「たとえば、・・・」ということ

現象を観察して一般的な帰結を説明するときや、論理的に結論づけられる一般的なルールをわかりやすく説明するときには、一般論を述べた後で、「たとえば、・・・」という表現を用いることがよくあります。とくに教科書など、説明を補強するときによく使います。また、専門的なことを一般の方々に説明するときにも使うことがあります。

しかし、この「たとえば、・・・」も結構難しいところがあります。まず、第一に、そこで述べることが、本当に、一般的なものの例になっているかどうかということがあります。正しくない「事実(?)」を例えにあげるのは論外ですが、そうでなくても、うっかりすると、読み手が納得してしまうようなこともあります。その事実を確認する手間が大変な場合には、その例が一人歩きしかねません。

先日、行政における電子申請の実態に触れた文書を共同で用意していたときに、利用度の低いシステムの事例として「○○電子申請システム」を示したところがありました。文脈からは、それはそれで(そのようなシステムが実現されていたとすれば)納得できるものでした。しかし、そのようなシステムはどうやら実現された形跡がないのです。うっかりしていましたが、チェックの段階で気づいて事なきを得ました。冷や汗ものでした。

40年以上前の学生の頃に教わったことを思い出します。数値積分法にシンプソン則 (Simpson則) というものがあります。積分区間を等間隔hで区切った点の関数値で定積分の値を近似しようとするものです。当然、誤差が出ますが、その誤差がhの3乗に比例することは解析的に求められます。教わったのは、その計算法を「たとえば、・・・に適用してみると」という実例です。

計算の誤差を見るのですから、真の値が簡単に計算できる例が必要だということは分かります。もちろん、本当にシンプソン則を使うときには、解析的に真の値が得られないからこそ近似するわけですが、ここでは計算法の理解と誤差の見積りを学ぶところですから、代表的な被積分関数を適当な区間で積分したものが例になるでしょう。当時、教わったのは、1/(1+x*x) を区間 [0, 1.2] で積分するものでした。この被積分関数の不定積分は arctan(x) ですから、区間 [a, b] で積分した真の解は arctan(b)-arctan(a)として求められます。とくに、a=0, b=1 ならば 45° の角ですから π/4 として筆算で求めることもできます。では、なぜ、この例では b=1 ではなく b=1.2 だったのでしょうか。講義ではその種明かしもされました。

シンプソン則の誤差は、細分区間幅hの3乗に比例するのですが、その係数は被積分関数f(x)の3次導関数によって表される(f”’(b)-f”’(a))に比例するということが分かります。

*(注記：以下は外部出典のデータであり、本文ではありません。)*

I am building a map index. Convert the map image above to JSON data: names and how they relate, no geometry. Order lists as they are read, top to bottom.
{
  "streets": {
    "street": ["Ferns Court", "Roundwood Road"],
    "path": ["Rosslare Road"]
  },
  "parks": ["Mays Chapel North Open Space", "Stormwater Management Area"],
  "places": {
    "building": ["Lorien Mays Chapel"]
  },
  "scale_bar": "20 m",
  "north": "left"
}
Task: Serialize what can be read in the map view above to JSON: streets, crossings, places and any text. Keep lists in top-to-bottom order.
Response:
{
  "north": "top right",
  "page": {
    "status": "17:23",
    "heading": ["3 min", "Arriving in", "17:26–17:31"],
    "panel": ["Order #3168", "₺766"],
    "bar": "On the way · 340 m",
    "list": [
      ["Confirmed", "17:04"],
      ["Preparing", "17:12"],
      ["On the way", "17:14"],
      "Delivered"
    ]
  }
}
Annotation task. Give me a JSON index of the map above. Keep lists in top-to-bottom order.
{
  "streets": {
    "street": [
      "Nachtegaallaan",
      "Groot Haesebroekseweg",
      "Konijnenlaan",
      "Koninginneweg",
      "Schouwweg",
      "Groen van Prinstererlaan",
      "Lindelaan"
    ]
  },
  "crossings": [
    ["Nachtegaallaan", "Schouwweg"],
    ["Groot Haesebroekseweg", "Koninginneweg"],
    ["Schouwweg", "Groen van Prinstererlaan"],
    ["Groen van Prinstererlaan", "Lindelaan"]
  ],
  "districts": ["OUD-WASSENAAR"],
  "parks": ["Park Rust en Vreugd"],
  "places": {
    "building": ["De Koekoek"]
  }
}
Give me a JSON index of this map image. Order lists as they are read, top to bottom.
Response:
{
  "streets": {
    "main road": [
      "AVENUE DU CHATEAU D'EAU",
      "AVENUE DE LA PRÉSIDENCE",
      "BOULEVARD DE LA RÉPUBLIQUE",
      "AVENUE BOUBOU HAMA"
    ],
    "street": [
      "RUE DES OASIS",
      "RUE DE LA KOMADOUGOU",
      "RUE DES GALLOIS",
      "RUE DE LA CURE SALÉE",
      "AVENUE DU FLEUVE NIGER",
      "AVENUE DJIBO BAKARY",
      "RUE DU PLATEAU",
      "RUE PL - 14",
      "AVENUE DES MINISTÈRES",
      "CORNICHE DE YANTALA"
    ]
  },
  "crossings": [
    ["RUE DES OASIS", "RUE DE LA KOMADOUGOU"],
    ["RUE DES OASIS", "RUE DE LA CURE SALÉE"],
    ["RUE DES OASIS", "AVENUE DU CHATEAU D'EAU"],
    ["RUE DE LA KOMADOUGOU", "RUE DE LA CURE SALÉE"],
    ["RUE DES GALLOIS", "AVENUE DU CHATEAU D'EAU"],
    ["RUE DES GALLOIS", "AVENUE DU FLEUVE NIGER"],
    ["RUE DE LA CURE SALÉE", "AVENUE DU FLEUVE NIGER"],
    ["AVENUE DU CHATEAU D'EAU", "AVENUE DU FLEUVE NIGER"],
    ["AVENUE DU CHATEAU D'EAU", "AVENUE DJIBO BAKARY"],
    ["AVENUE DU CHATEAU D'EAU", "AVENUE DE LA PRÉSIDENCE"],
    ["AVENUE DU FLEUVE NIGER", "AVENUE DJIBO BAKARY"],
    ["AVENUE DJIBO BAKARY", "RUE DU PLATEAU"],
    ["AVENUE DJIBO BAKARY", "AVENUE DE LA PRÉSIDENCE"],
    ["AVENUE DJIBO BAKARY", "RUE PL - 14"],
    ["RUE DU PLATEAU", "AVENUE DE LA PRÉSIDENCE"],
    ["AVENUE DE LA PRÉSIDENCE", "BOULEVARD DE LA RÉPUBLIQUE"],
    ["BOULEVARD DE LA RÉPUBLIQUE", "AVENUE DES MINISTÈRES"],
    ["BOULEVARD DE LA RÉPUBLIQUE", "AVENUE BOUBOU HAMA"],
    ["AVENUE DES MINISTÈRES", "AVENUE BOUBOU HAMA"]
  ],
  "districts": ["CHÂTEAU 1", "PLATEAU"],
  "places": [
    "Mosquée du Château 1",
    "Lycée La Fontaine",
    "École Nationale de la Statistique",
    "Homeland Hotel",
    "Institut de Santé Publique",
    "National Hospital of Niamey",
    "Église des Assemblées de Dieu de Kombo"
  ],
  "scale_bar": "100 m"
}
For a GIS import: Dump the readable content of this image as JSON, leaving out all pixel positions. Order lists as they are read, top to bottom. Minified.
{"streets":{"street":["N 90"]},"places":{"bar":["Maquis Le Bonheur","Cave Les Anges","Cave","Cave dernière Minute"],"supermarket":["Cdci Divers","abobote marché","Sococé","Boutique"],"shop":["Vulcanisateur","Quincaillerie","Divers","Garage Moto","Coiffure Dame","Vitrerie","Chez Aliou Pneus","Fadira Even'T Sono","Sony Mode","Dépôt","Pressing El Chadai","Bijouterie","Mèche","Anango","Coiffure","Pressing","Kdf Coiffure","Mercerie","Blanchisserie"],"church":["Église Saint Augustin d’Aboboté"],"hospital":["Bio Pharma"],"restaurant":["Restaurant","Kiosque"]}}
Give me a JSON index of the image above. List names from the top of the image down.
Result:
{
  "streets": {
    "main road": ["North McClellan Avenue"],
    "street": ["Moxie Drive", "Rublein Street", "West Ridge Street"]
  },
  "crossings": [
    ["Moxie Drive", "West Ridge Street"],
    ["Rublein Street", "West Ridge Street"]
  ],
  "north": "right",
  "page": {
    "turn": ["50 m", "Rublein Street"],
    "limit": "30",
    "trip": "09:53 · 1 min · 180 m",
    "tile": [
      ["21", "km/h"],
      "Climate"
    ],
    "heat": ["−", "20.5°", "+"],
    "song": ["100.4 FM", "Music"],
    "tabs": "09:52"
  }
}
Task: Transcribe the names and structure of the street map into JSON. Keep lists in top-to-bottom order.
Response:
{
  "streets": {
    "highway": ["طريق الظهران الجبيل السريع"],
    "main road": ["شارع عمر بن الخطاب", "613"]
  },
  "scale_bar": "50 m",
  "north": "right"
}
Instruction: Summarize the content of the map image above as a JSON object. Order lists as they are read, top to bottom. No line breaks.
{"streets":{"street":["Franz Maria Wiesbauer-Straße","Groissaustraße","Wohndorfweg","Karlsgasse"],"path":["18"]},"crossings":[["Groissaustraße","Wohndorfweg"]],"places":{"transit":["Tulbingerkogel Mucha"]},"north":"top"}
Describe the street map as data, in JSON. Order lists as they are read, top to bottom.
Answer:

ところが、ここで扱っている例では、f”'(1)=0,  f”'(0)=0 となって、b=1の場合にはhの3乗の係数は0になってしまいます。もちろん、これは誤差が0というわけではなく、実はhの5乗に比例するという特異な場合になっているのです。そこで、講義で教わったのは、一般的な場合の b=1.2 だったというわけです。ここまでの種明かしがあったからこそ今も憶えているのかも知れません。

当時、別の教科書で、その本質に気づかずに b=1 の例をあげてあるものがあったので、「見かけで信用してはいけない」「まねをしても馬脚を現す」ということも教わったのです。同時に、「たとえば、・・・」の怖さも知りました。大昔のことではありますが、印象に残っています。